::: DATA FOR THIS TASK
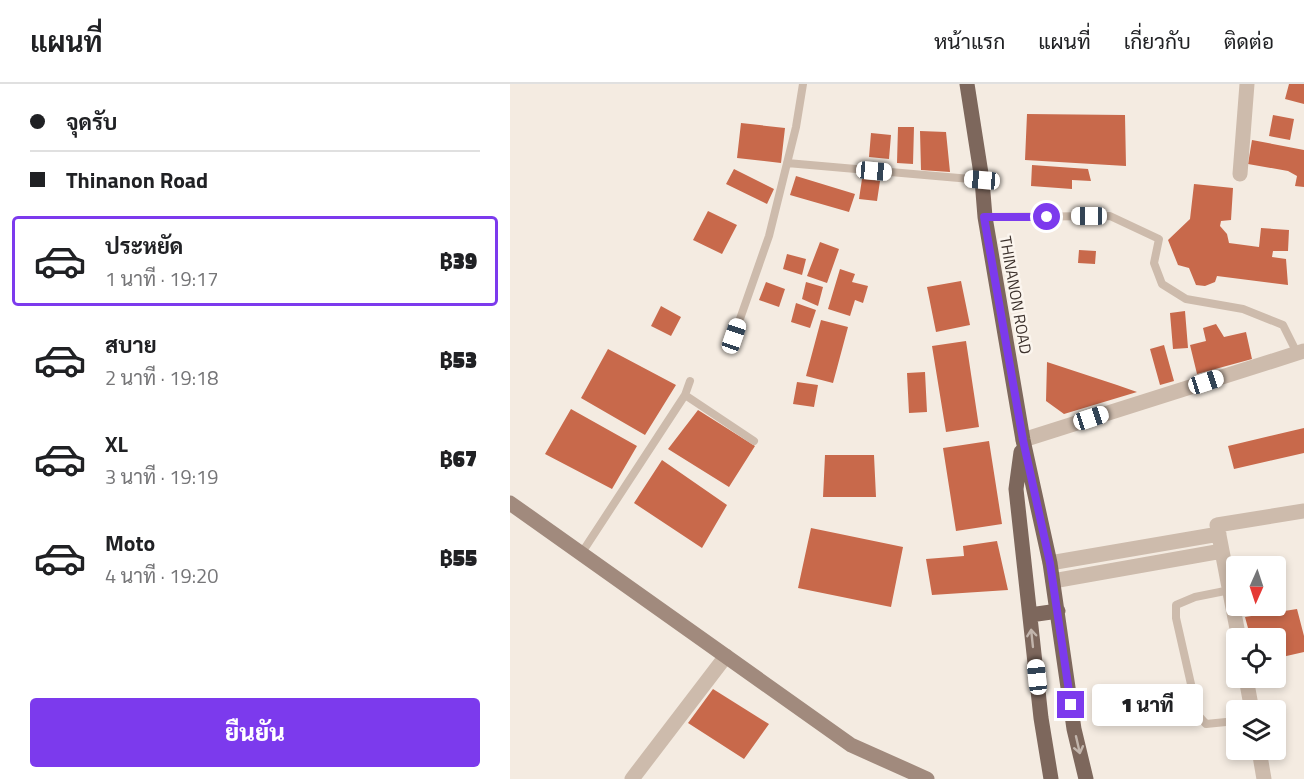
<!DOCTYPE html>
<html lang="th">
<meta charset="utf-8">
<style>
:root{--surface:#fff;--page:#f2f2f2;--text:#202124;--muted:#757577;--line:#e0e0e0;--accent:#7c3aed}
body{margin:0;font-family:"Titillium Web",Sarabun,sans-serif;background:var(--page);color:var(--text);height:100vh;display:flex;flex-direction:column;font-size:22px;white-space:nowrap}
*{box-sizing:border-box;margin:0}
p{font-size:20px;color:var(--muted)}
.icon{flex:none;width:33px;height:33px;fill:none;stroke:currentColor;stroke-width:2;stroke-linecap:round;stroke-linejoin:round}
.map{position:relative;flex:1;overflow:hidden}
.panel{display:flex;flex-direction:column;background:var(--surface);width:510px}
.panel>*{flex:none}
.top-card{display:grid;align-content:center;height:132px;padding:0 30px;background:var(--surface)}
.needle{width:39px;rotate:183deg}
.fabs{position:absolute;left:716px;top:472px;display:grid;gap:12px}
.fabs a{display:grid;place-items:center;width:60px;height:60px;border-radius:6px;background:var(--surface);box-shadow:0 3px 9px #0003;font-size:30px}
.end{position:absolute;width:27px;height:27px;margin:-14px;border:8px solid #7c3aed;background:#fff;box-shadow:0 0 0 3px #fff}
.from{border-radius:50%}
.bubble{position:absolute;height:42px;border-radius:6px;background:var(--surface);box-shadow:0 3px 9px #0003;font-size:20px;font-weight:800;line-height:42px;text-align:center}
.car{position:absolute;width:18px;height:36px;margin:-18px -9px;border-radius:8px;box-shadow:0 0 4px 2px #0007;background:linear-gradient(#fff 24%,#345 0 40%,#fff 0 76%,#345 0 86%,#fff 0)}
.top-card b{display:flex;align-items:center;gap:21px;height:57px;font-size:22px}
.top-card b+b{border-top:2px solid var(--line)}
.top-card i{width:15px;height:15px;background:var(--text)}
ul{padding:0;list-style:none}
li{display:flex;align-items:center;gap:18px;height:90px;margin:0 12px 9px;padding:0 18px;border:3px solid transparent;border-radius:6px}
li div{flex:1}
li b{display:block;font-size:22px}
li em{font-style:normal;font-weight:800}
li.current{border-color:var(--accent)}
li>.icon{width:54px;height:54px;stroke-width:1.5}
.cta{display:flex;gap:12px;margin-top:auto;padding:12px 30px}
.cta a{flex:1;height:69px;border-radius:6px;background:var(--accent);color:#fff;font-size:24px;font-weight:800;line-height:69px;text-align:center}
header{display:flex;align-items:center;gap:36px;box-sizing:border-box;height:84px;padding:0 30px;background:var(--surface);border-bottom:2px solid var(--line)}
header strong{font-size:28px}
nav{display:flex;gap:33px;margin-inline-start:auto;font-size:21px}
main{display:flex;flex:1;min-height:0}
.map>svg:first-child{display:block}
</style>
<header>
<strong>แผนที่</strong>
<nav><a>หน้าแรก</a><a>แผนที่</a><a>เกี่ยวกับ</a><a>ติดต่อ</a></nav>
</header>
<main>
<section class="panel">
<div class="top-card">
<b><i class="from"></i>จุดรับ</b>
<b><i></i>Thinanon Road</b>
</div>
<ul>
<li class="current"><svg class="icon" aria-label="car" viewBox="0 0 24 24"><path d="M5 17H2v-5l4-1 3-4h7l3 4 3 1v5h-3M9 17h6M6 11h13"/><circle cx="7" cy="17" r="2"/><circle cx="17" cy="17" r="2"/></svg><div><b>ประหยัด</b><p>1 นาที · 19:17</p></div><em>฿39</em></li>
<li><svg class="icon" aria-label="car" viewBox="0 0 24 24"><path d="M5 17H2v-5l4-1 3-4h7l3 4 3 1v5h-3M9 17h6M6 11h13"/><circle cx="7" cy="17" r="2"/><circle cx="17" cy="17" r="2"/></svg><div><b>สบาย</b><p>2 นาที · 19:18</p></div><em>฿53</em></li>
<li><svg class="icon" aria-label="car" viewBox="0 0 24 24"><path d="M5 17H2v-5l4-1 3-4h7l3 4 3 1v5h-3M9 17h6M6 11h13"/><circle cx="7" cy="17" r="2"/><circle cx="17" cy="17" r="2"/></svg><div><b>XL</b><p>3 นาที · 19:19</p></div><em>฿67</em></li>
<li><svg class="icon" aria-label="car" viewBox="0 0 24 24"><path d="M5 17H2v-5l4-1 3-4h7l3 4 3 1v5h-3M9 17h6M6 11h13"/><circle cx="7" cy="17" r="2"/><circle cx="17" cy="17" r="2"/></svg><div><b>Moto</b><p>4 นาที · 19:20</p></div><em>฿55</em></li>
</ul>
<div class="cta"><a>ยืนยัน</a></div>
</section>
<div class="map">
<svg width="794" height="695" viewBox="0 0 794 695">
<rect width="100%" height="100%" fill="#f4ebe1"/>
<!-- building -->
<path fill="#c8694b" d="M779,0H794V20L775,15Z
M517,30L615,31L616,82L515,76Z
M763,31L784,35L780,56L759,52Z
M231,39L275,44L271,79L227,74Z
M388,43H404L403,80L387,79Z
M410,47L436,48L440,88L411,86Z
M361,49L381,51L379,75L359,73Z
M742,56L794,66V103L785,102L787,92L778,87L738,80Z
M522,81L578,85L581,97L562,96V105L521,102Z
M224,85L264,105L257,120L216,100Z
M286,92L345,110L339,128L280,111Z
M352,95L370,97L367,117L349,115Z
M684,100L723,104L721,136L711,137L710,142L717,150L719,159L749,163L751,144L779,146L778,167H763L762,173L776,175L778,201L707,192L705,198L695,202L686,201L679,184L668,181L658,156L680,135Z
M198,127L227,141L212,170L183,156Z
M310,158L329,165L317,199L297,192Z
M569,166L586,167L585,180L568,179Z
M277,170L296,175L292,191L273,185Z
M330,185L345,190L342,198L358,202L353,219L345,216L340,232L318,225Z
M451,197L460,241L426,248L417,203Z
M256,198L275,205L269,223L249,216Z
M296,198L313,203L308,222L292,215Z
M286,219L306,226L300,244L281,238Z
M151,222L171,233L161,252L141,242Z
M675,227L678,264L663,265L660,229Z
M311,236L338,243L323,299L296,292Z
M706,240L714,253L736,248L742,275L687,290L680,261L696,257L693,244Z
M456,257L469,343L436,348L422,262Z
M654,261L664,297L650,301L640,265Z
M98,265L166,301L135,351L71,314Z
M537,278L607,301L627,308L554,330L536,317Z
M415,288L417,328L399,329L397,289Z
M287,298L308,301L304,323L283,320Z
M61,325L127,362L102,405L35,370Z
M188,326L245,362L219,403L158,365Z
M794,344V369L724,385L718,362Z
M479,357L492,440L446,447L433,364Z
M315,371H364L366,413H313Z
M152,376L217,421L192,464L124,419Z
M301,444L393,463L381,523L288,504Z
M487,457L498,506L422,511L416,475L454,472L453,462Z
M787,525L794,552V568L772,573L776,593L754,602L752,594H765V555H741L735,533Z
M203,605L259,640L234,675L178,639Z"/>
<g fill="none" stroke-linecap="round" stroke-linejoin="round">
<!-- lane -->
<path stroke="#cdbbac" stroke-width="8" d="M277,79L472,96
M475,133L600,132L649,155L644,179L652,200L676,215L733,225L773,241L787,269
M224,252L259,152L286,43L293,0
M175,311L244,357
M71,470L175,311L180,297
M720,506L685,513L666,521V534L688,631L696,640L726,637"/>
<!-- street -->
<path stroke="#cdbbac" stroke-width="15" d="M730,90L737,0
M513,356L794,267
M540,479L709,450
M543,497L712,467
M729,555L707,441L794,427
M736,594L742,627
M749,666L754,695
M122,695L216,572"/>
<!-- secondary -->
<path stroke="#a18a7d" stroke-width="15" d="M0,419L341,661L417,695"/>
<!-- primary -->
<path stroke="#7d675c" stroke-width="15" d="M457,0L472,96L475,133L513,356L540,479L564,645L576,695
M511,368L506,405L531,634L541,695
M520,531L548,527"/>
</g>
<!-- one-way arrows -->
<defs><path id="oneway-shaft" d="M-6 0H5M1.5-3L5.5 0L1.5 3" fill="none" stroke-width="1.6" stroke-linecap="round" stroke-linejoin="round" transform="scale(1.5)"/></defs>
<g stroke="#c2b5ac">
<use href="#oneway-shaft" transform="translate(522 554) rotate(-96)"/>
<use href="#oneway-shaft" transform="translate(568 661) rotate(77)"/>
</g>
<g fill="none" stroke-linecap="round" stroke-linejoin="round">
<!-- route -->
<path stroke="#7c3aed" stroke-width="8" d="M537,133H474L513,356L540,479L561,621"/>
</g>
<g text-anchor="middle" stroke-width="5" stroke-linejoin="round" paint-order="stroke">
<!-- street labels -->
<g font-size="16" fill="#3b302b" stroke="#fbf5ee">
<text transform="translate(506 211) rotate(80)" y="6">THINANON ROAD</text>
</g>
</g>
</svg>
<div class="fabs">
<a><svg class="needle" viewBox="-14 -14 28 28"><path d="M0-13l5 13h-10z" fill="#e53935"/><path d="M0 13l5-13h-10z" fill="#757577"/></svg></a>
<a><svg class="icon" aria-label="locate" viewBox="0 0 24 24"><circle cx="12" cy="12" r="6"/><path d="M12 2v4M12 18v4M2 12h4M18 12h4"/></svg></a>
<a><svg class="icon" aria-label="layers" viewBox="0 0 24 24"><path d="M12 4l9 5-9 5-9-5zM3 14l9 5 9-5"/></svg></a>
</div>
<i class="end from" style="left:537px;top:133px"></i>
<i class="end" style="left:561px;top:621px"></i>
<div class="bubble" style="left:582px;top:600px;width:111px">1 นาที</div>
<i class="car" style="left:364px;top:87px;rotate:95deg"></i>
<i class="car" style="left:472px;top:96px;rotate:275deg"></i>
<i class="car" style="left:579px;top:132px;rotate:270deg"></i>
<i class="car" style="left:224px;top:252px;rotate:19deg"></i>
<i class="car" style="left:696px;top:298px;rotate:72deg"></i>
<i class="car" style="left:581px;top:334px;rotate:72deg"></i>
<i class="car" style="left:527px;top:593px;rotate:354deg"></i>
</div>
</main>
::::::
▸ **EXERCISE DESCRIPTION**
Copy all lines from the data above that contain the word "page".

▸ **SOLUTION**
:root{--surface:#fff;--page:#f2f2f2;--text:#202124;--muted:#757577;--line:#e0e0e0;--accent:#7c3aed}
body{margin:0;font-family:"Titillium Web",Sarabun,sans-serif;background:var(--page);color:var(--text);height:100vh;display:flex;flex-direction:column;font-size:22px;white-space:nowrap}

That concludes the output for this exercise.